Brain images from newborns are giving scientists a glimpse of the future — not just into the lives of their tiny subjects, but also paths to treatment for adult patients with schizophrenia and Alzheimer's disease.
Researchers from the University of North Carolina-Chapel Hill (UNC) found degeneration in the brains of 2-week-old infants, a result considered a "game changer" for the field of brain research, said Jay Giedd, a brain imaging specialist for the National Institute of Mental Health.
"Our original model was that the brain was fine until someone got the illness," Giedd said. "This work shows that these changes are there probably from conception. It also suggests that while these traits don't cause brain damage, they set up the brain to be slightly different."
The researchers examined scans of 272 newborns. About 15 percent were found to have smaller medial temporal lobe sections.
"The medial temporal lobe plays an important role in memory," said Rebecca Knickmeyer, a UNC assistant professor of psychiatry and co-author of the research, published in Cerebral Cortex, an online journal.

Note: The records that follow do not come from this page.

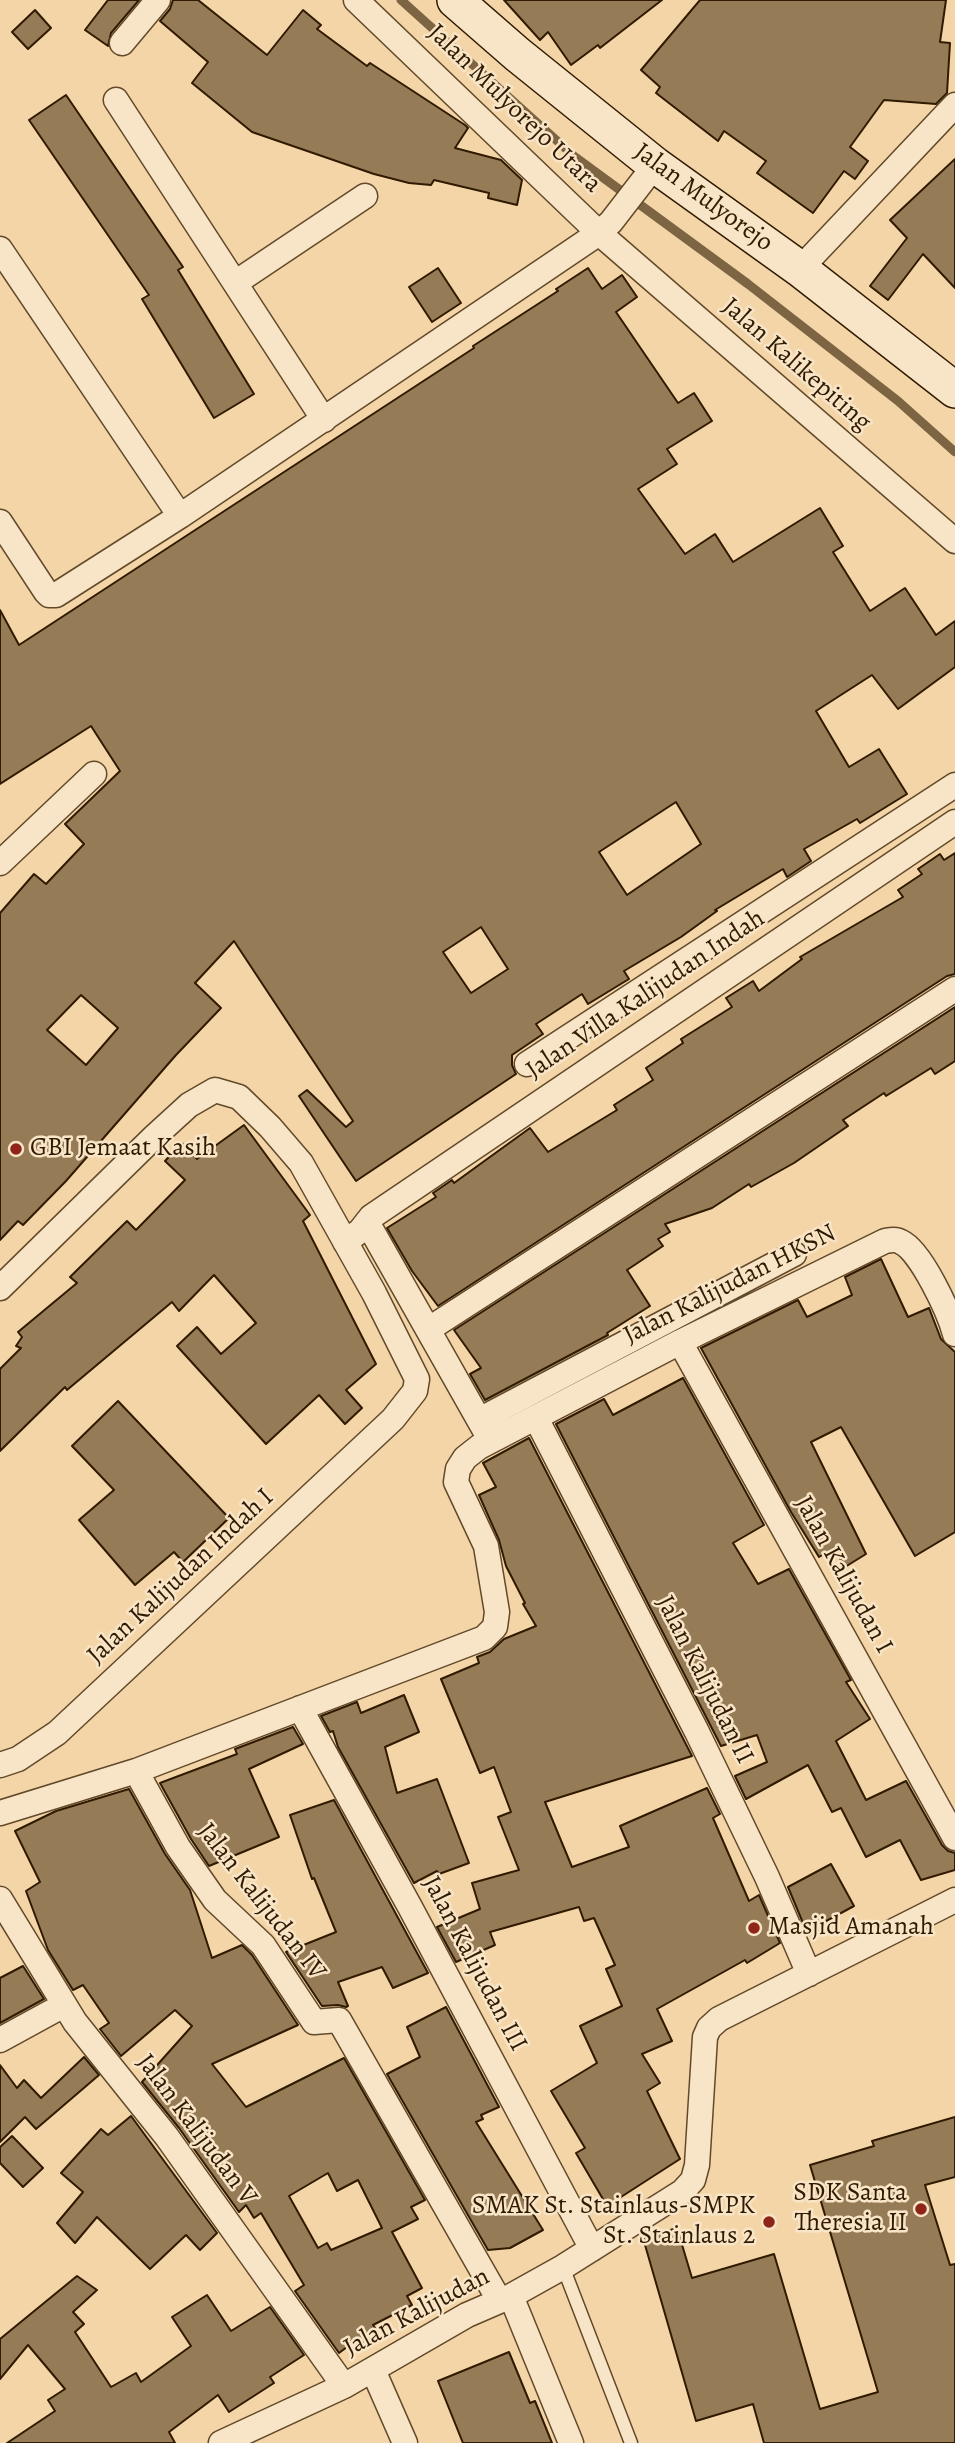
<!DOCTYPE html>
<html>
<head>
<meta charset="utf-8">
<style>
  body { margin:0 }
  canvas { display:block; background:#f4d5a7 }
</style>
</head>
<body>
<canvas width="955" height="2443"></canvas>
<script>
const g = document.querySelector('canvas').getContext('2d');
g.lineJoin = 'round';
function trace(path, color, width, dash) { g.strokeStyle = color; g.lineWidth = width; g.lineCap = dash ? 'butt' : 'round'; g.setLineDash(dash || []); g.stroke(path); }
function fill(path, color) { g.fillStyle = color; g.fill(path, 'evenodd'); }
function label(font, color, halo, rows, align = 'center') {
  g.font = font + ' Alegreya,serif'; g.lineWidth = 5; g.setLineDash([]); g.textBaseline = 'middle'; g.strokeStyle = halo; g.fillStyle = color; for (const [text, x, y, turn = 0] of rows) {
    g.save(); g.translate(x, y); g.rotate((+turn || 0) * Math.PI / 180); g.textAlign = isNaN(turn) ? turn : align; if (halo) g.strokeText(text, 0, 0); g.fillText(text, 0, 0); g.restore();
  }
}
trace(new Path2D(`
  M401,0L575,157L748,284L898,401L955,452`), '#7d6442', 9);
const building = new Path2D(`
  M108,0H139L111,33L108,46L85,30Z
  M173,0H198L267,55L303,10L321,25L317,29L367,66L370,63L465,125L468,128L455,148L501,160L522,180L517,205L488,198L489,193L434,180L431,185L409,183L374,174L252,132L192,83L208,62L160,21L170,9Z
  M504,0H662L600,48L598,45L571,65L548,32L540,40Z
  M700,0H946L940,42L950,43L947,93L936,104L884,100L850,147L868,161L855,179L844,171L813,213L757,173L766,161L724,131L718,141L656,93L660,87L641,70Z
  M35,10L51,28L28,49L12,32Z
  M66,95L183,267L178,270L254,394L214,418L142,299L149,295L29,120Z
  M955,159V288L923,254L888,300L870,286L907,238L890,220Z
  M438,268L461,303L432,322L409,287Z
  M588,268L602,289L622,275L637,297L616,312L678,403L694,393L712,421L667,449L677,464L638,489L685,554L715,534L733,562L820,508L843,546L833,552L870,611L905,588L936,635L955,621V667L898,709L872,675L816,711L849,767L879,749L907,794L860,823L857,819L804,849L811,861L787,877L783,869L715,910L717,911L681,937L624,971L629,979L588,1004L582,994L536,1024L543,1034L512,1055V1065L516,1074L356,1181L299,1096L307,1090L346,1127L353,1121L234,941L195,983L221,1008L176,1055L66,1181L23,1225L18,1221L0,1240V913L34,874L46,884L84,844L65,824L120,771L91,726L0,784V610L19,645L474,348L473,346L558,291L556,289ZM676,802L701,844L627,895L599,852ZM481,927L508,969L471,993L443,952ZM81,995L118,1028L86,1065L47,1030Z
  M955,853V974L947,976L438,1306L412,1271L387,1228L436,1197L433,1193L452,1180L454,1183L530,1128L548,1152L617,1110L614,1105L653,1080L646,1068L683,1043L681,1039L732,1007L726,998L753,981L759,991L802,959L800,957L903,897L898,890L922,874L918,869L940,854L944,860Z
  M955,1007V1061L935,1074L931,1068L886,1096L884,1093L843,1120L848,1126L794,1163L751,1187L749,1184L712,1208L665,1224L670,1232L658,1239L663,1246L627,1270L650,1306L607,1333L608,1335L485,1400L470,1374L481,1368L454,1330Z
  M244,1125L310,1215L303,1221L376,1364L346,1390L362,1408L345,1424L319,1395L266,1444L177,1346L197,1327L221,1354L256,1323L214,1275L179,1311L172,1302L67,1390L65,1387L0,1451V1369L21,1348L16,1346L22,1337L18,1332L77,1283L70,1277L127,1221L136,1230L185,1180L165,1161L182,1143L197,1159Z
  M881,1259L908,1317L929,1308L941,1339L955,1352V1532L915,1556L841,1427L811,1442L866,1554L845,1567L834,1548L819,1557L791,1512L701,1348L798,1300L807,1317L852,1295L845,1277Z
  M683,1378L764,1525L733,1543L758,1584L789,1569L851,1680L846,1682L870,1719L836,1741L866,1800L906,1781L942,1845L948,1851L955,1853V1870L921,1880L900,1840L866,1857L841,1808L832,1812L808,1765L746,1799L735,1776L767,1762L757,1735L721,1746L556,1424L604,1399L613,1415Z
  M118,1401L229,1518L183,1562L174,1552L135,1585L79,1520L114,1490L72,1446Z
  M529,1438L692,1756L545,1802L572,1867L629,1847L620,1826L707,1788L720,1814L713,1818L749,1901L759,1895L780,1943L747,1963L745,1960L657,2009L672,2041L642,2054L660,2083L647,2091L680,2159L607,2206L576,2153L585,2148L551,2091L597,2063L580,2026L622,2006L606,1969L615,1965L594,1918L584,1921L579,1907L490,1932L495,1945L456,1962L437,1927L480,1909L472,1883L519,1870L498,1817L511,1812L494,1767L480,1773L441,1679L479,1663L477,1657L490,1652L504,1639L536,1626L523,1604L525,1603L506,1566L499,1540L479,1495L496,1487L483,1463Z
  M404,1695L419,1732L385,1747L397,1793L437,1779L469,1863L439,1874L437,1871L414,1883L338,1747L333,1731L330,1732L321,1716L357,1702L361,1713Z
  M293,1727L303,1744L249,1769L279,1837L209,1866L191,1839L160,1783L237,1754L235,1749Z
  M129,1789L165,1854L190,1890L212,1958L242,1945L252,1955L298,2025L212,2064L246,2107L344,2058L425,2200L411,2207L418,2219L392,2232L422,2288L407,2296L412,2305L373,2325L378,2332L359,2346L355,2341L339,2353L295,2291L304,2285L261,2213L254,2218L246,2205L239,2212L179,2128L142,2082L192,2026L175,2010L121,2056L100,2029L109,2023L83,1985L73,1990L48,1950L26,1891L40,1882L15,1831L56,1811ZM328,2173L337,2191L358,2180L382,2228L331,2250L327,2243L318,2248L289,2196Z
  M334,1800L428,1973L393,1988L382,1967L338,1982L348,2006L346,2007L338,2005L322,2006L286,1952L336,1932L314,1878L312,1879L290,1815Z
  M831,1864L854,1906L819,1925L821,1929L808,1935L788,1887Z
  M23,1966L44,1999L0,2023V1978Z
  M446,2007L499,2107L481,2115L483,2119L476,2122L543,2230L510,2248L488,2250L387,2074L420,2057L407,2027Z
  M84,2057L99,2075L36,2129L25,2117L0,2142V2065L17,2088L24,2080L41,2098Z
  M131,2116L217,2233L200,2250L186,2235L150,2269L97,2217L75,2243L57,2223L83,2192L61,2173L101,2129L108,2135Z
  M955,2117V2177L925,2185L950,2265L955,2264V2443H764L753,2404L696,2421L643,2238L677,2228L692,2278L774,2254L820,2409L878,2392L810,2165L874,2146L872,2141Z
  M12,2136L43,2168L23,2187L0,2163V2147Z
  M77,2276L97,2290L73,2312L84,2324L75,2332L111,2387L136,2373L141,2382L191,2346L172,2317L207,2295L231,2331L270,2307L304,2355L270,2377L274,2383L229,2412L218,2395L169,2432L175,2443H7L55,2411L48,2400L65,2389L28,2345L0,2379V2339Z
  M509,2352L530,2403L535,2401L552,2443H463L438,2381Z`);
fill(building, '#967b57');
trace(building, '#301a00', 2);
const lane = new Path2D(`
  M563,2267L631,2443`);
const street = new Path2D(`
  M356,0L599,233L955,541
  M122,43L158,0
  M116,100L324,420
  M0,249L180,516
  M800,269L955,105
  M235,283L365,196
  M0,522L46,592L49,595H56L180,516L599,233L611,222L655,165
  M0,863L94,774
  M527,1064L955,785
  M367,1222L487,1434
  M345,1242L360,1231L371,1217L955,822
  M0,1288L155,1136L189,1105L215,1090L239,1097L270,1127L301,1163L374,1293L417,1379L415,1391L393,1419L57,1733L18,1759L0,1765
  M429,1329L955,989
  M680,1342L955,1838
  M536,1418L697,1732L767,1877L809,1974
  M479,1420L794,1254
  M300,1708L410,1907L592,2249
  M136,1771L178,1847L215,1900L263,1945L314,2022L339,2020L499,2300
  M0,1813L136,1771L484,1638L495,1627L497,1612L486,1546L456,1482L458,1469L465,1458L479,1447L680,1342L885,1241C891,1240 896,1239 901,1242C921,1251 949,1312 955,1334
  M0,1899L75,2022L167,2137L344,2386
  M0,2040L64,2005
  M511,2296L571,2443
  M373,2370L405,2443
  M221,2443L344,2386L467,2315L511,2296L563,2267L682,2192L693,2180L697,2165L705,2037L709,2028L719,2019L955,1900`);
const secondary = new Path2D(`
  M455,0L517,54L655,165L800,269L955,390`);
trace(lane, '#61492a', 15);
trace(street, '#61492a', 27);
trace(secondary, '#301a00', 38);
trace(lane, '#f8e4c6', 12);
trace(street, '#f8e4c6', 24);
trace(secondary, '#f8e4c6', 35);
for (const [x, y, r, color] of [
  [16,1149,7,"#8f2418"],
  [754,1928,7,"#8f2418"],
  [921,2209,7,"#8f2418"],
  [769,2222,7,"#8f2418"]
]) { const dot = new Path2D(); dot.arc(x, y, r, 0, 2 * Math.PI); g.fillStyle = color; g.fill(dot); trace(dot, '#f8e4c6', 2.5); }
label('26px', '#301a00', '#f8e4c6', [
  ["Jalan Mulyorejo Utara",514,109,44],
  ["Jalan Mulyorejo",703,198,36],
  ["Jalan Kalikepiting",796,365,41],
  ["Jalan Villa Kalijudan Indah",646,995,-34],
  ["Jalan Kalijudan HKSN",730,1285,-27],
  ["Jalan Kalijudan I",843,1575,61],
  ["Jalan Kalijudan Indah I",181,1577,-43],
  ["Jalan Kalijudan II",704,1680,63],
  ["Jalan Kalijudan IV",261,1902,52],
  ["Jalan Kalijudan III",474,1964,62],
  ["Jalan Kalijudan V",196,2130,53],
  ["Jalan Kalijudan",417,2313,-28]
]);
label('26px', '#301a00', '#f8e4c6', [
  ["GBI Jemaat Kasih",30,1149],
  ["Masjid Amanah",768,1928],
  ["SDK Santa",907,2194,"right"],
  ["Theresia II",907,2224,"right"],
  ["SMAK St. Stainlaus-SMPK",755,2207,"right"],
  ["St. Stainlaus 2",755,2237,"right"]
], 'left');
</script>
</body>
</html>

"The idea is that this is an anatomical vulnerability. If you start out with less, you might hit active symptoms earlier in life."
The researchers also found specific gene traits associated with Alzheimer's in babies with the smaller media temporal lobes.
"We were interested because it was generally known that people's genes contribute to psychiatric conditions later in life, but pretty much all the existing studies were in adults," Knickmeyer said. "Our question was: 'When were these genes exerting their effect?' Now we know it's much earlier than previously thought, perhaps before birth."